• [What needs to be done]
Identify, in the records below, every line where the string "name" appears, and copy each such line.

Source information START

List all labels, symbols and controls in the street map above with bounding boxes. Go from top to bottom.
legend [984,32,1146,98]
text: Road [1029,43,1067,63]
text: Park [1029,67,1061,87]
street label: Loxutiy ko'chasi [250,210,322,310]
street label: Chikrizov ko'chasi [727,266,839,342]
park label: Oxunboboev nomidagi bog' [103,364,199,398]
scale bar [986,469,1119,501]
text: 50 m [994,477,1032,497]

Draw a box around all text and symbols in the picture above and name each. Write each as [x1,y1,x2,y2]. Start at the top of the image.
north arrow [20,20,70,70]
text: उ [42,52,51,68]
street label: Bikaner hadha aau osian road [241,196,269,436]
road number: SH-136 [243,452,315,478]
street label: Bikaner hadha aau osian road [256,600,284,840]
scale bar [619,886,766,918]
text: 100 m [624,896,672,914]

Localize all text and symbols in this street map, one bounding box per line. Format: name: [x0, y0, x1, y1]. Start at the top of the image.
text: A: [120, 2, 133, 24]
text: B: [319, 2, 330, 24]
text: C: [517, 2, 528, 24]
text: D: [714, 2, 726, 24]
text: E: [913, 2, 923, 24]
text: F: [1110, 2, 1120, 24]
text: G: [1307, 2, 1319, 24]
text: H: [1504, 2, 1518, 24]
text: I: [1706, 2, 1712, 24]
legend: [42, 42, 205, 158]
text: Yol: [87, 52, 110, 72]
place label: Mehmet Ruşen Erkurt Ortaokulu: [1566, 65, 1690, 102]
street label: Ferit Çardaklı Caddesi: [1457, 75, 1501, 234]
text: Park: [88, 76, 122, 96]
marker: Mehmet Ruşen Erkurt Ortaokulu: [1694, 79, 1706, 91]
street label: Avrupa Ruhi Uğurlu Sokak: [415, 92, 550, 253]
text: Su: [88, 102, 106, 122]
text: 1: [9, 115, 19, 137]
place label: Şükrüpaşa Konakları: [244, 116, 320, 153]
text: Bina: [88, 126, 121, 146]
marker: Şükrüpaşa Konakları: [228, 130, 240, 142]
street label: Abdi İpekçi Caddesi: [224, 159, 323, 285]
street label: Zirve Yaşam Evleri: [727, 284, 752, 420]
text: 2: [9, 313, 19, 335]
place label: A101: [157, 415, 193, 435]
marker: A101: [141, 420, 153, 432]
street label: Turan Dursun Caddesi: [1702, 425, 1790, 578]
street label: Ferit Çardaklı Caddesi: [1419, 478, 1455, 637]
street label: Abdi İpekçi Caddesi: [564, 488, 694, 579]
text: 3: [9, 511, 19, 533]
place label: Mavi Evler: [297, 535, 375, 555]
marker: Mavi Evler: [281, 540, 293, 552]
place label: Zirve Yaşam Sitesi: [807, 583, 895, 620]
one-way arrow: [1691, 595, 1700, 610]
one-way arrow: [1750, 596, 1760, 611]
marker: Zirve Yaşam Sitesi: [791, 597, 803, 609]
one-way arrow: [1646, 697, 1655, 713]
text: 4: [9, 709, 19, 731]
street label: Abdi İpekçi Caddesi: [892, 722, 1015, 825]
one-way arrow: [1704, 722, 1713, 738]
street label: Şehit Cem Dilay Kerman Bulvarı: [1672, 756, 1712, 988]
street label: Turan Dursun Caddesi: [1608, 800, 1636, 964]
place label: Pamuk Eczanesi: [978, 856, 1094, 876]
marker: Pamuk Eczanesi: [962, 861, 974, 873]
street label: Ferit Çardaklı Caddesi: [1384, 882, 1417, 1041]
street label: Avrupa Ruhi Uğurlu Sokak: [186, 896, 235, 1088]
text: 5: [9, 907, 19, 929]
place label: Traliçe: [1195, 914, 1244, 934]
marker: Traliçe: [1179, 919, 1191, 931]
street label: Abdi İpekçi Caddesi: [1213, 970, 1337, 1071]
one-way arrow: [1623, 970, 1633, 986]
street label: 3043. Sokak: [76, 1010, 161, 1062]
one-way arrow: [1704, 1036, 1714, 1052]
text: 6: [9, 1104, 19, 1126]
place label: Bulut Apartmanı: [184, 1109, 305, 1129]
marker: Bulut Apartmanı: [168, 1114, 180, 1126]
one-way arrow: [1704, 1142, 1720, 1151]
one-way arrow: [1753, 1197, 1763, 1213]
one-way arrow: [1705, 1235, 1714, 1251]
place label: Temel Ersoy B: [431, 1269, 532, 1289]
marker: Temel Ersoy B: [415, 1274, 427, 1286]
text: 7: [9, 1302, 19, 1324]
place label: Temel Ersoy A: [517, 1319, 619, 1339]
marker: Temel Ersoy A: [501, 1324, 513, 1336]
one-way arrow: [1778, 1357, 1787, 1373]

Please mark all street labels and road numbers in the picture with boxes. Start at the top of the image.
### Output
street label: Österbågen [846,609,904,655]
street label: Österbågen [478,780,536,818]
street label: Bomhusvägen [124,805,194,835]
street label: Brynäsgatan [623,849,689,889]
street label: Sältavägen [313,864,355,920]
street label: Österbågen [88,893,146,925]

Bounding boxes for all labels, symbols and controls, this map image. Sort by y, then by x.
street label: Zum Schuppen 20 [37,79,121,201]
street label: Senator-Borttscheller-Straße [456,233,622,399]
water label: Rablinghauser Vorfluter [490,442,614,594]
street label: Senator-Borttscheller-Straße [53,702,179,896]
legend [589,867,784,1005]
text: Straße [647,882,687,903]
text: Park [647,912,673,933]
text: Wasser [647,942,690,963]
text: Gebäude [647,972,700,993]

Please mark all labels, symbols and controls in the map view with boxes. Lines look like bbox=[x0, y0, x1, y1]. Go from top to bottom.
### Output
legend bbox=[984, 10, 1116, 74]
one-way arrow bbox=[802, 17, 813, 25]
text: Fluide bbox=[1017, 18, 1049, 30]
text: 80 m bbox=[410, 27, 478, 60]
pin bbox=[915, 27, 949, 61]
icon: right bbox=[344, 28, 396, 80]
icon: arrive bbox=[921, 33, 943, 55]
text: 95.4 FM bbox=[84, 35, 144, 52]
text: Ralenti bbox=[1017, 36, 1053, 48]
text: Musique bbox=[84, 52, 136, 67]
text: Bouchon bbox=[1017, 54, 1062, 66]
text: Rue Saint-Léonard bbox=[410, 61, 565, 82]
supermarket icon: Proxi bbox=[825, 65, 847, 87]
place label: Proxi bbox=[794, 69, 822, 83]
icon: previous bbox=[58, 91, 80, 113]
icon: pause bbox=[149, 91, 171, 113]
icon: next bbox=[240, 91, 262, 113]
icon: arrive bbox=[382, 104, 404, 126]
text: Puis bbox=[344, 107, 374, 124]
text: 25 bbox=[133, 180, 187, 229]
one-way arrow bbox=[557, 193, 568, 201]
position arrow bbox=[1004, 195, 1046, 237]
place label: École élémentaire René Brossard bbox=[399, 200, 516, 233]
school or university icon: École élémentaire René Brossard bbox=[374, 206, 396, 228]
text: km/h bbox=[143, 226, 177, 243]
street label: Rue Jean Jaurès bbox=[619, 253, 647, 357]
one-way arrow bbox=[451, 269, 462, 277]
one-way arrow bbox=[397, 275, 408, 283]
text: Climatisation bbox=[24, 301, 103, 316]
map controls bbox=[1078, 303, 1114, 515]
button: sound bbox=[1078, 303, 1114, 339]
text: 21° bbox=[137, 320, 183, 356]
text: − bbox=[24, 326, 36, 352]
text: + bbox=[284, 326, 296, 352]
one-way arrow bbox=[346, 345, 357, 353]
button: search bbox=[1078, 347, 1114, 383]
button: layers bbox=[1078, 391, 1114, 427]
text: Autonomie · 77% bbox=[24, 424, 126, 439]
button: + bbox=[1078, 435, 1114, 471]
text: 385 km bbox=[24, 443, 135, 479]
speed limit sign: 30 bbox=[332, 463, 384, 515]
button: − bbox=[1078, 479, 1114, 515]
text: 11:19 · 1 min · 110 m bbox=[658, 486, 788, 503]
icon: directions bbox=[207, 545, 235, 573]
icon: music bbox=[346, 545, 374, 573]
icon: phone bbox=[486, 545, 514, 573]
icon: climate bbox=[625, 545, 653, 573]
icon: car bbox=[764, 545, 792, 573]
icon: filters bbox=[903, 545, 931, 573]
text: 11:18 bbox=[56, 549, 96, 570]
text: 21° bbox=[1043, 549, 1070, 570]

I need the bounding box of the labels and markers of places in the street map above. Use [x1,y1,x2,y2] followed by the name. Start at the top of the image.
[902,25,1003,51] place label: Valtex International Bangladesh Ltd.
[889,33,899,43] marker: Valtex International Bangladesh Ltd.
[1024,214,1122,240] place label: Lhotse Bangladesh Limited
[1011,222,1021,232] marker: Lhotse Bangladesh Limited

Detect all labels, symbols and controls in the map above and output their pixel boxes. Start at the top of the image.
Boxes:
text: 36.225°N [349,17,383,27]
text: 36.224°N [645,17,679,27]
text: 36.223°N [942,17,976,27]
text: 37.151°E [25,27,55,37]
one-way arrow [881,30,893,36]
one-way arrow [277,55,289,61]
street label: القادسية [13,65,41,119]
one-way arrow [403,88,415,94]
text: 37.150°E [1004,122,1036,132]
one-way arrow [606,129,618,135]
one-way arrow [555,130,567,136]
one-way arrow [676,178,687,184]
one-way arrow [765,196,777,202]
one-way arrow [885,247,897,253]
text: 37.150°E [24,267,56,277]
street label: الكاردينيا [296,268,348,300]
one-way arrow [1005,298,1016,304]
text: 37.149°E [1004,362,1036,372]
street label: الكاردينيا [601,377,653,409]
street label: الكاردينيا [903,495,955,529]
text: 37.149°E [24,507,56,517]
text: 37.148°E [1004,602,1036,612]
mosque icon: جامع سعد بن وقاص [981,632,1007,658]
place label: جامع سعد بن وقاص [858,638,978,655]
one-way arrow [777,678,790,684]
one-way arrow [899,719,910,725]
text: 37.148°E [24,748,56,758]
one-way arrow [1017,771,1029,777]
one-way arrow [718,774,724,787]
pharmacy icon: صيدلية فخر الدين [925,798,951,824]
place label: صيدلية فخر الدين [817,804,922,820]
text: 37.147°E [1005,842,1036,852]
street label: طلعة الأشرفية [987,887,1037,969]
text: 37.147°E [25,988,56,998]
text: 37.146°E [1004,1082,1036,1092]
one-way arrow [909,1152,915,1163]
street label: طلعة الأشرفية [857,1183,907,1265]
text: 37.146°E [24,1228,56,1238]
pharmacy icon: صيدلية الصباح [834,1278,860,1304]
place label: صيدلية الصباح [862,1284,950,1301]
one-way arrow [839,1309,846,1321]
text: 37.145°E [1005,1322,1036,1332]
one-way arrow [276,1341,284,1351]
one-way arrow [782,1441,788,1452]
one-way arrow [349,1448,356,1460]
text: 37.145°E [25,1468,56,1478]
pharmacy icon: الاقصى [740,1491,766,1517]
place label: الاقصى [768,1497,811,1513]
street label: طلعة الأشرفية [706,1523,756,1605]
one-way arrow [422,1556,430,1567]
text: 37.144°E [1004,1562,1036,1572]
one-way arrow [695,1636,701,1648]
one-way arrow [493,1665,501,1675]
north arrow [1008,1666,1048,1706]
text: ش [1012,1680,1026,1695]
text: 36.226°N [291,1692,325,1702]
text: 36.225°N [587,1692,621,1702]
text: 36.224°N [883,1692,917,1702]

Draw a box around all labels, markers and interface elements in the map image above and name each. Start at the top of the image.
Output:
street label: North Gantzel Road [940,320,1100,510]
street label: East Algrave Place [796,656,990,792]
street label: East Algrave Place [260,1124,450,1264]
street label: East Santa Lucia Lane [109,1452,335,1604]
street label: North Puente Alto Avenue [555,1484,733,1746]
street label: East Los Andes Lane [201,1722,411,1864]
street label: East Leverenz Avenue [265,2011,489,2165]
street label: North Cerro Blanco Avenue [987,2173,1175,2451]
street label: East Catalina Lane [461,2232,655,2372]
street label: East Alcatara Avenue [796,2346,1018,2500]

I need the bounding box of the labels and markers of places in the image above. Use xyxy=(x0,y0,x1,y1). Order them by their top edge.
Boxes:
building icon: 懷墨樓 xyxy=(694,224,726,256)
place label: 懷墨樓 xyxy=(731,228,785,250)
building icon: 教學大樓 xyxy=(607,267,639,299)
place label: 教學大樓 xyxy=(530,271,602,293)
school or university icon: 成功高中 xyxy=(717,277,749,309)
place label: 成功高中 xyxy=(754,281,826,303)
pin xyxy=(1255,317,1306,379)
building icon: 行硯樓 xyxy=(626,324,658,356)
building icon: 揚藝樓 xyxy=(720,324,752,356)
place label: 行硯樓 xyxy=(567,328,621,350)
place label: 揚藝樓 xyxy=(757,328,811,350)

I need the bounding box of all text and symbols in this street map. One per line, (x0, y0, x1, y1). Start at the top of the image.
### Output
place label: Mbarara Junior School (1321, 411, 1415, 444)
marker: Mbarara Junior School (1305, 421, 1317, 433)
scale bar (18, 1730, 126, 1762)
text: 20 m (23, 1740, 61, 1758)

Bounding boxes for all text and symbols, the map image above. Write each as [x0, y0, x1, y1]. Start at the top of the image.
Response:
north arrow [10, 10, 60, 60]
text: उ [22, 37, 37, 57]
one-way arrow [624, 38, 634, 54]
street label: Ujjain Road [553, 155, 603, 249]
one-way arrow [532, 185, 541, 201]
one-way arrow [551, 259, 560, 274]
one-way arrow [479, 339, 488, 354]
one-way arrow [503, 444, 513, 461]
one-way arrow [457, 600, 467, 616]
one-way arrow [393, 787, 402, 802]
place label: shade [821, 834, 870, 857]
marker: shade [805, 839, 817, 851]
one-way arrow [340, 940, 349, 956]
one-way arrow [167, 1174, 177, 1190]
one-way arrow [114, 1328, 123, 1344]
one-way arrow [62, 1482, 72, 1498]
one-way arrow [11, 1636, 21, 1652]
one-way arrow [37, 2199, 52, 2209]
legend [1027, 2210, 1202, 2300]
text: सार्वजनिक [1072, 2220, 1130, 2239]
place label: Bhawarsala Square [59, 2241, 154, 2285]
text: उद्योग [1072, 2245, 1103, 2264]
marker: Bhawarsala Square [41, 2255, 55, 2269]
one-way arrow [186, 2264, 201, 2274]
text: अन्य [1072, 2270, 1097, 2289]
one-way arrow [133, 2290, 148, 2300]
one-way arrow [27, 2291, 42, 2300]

Source information END

• [Result]
Draw a box around all text and symbols in the picture above and name each. Write each as [x1,y1,x2,y2]. Start at the top of the image.
Localize all text and symbols in this street map, one bounding box per line. Format: name: [x0, y0, x1, y1]. Start at the top of the image.
I need the bounding box of the labels and markers of places in the street map above. Use [x1,y1,x2,y2] followed by the name. Start at the top of the image.
Draw a box around all labels, markers and interface elements in the map image above and name each. Start at the top of the image.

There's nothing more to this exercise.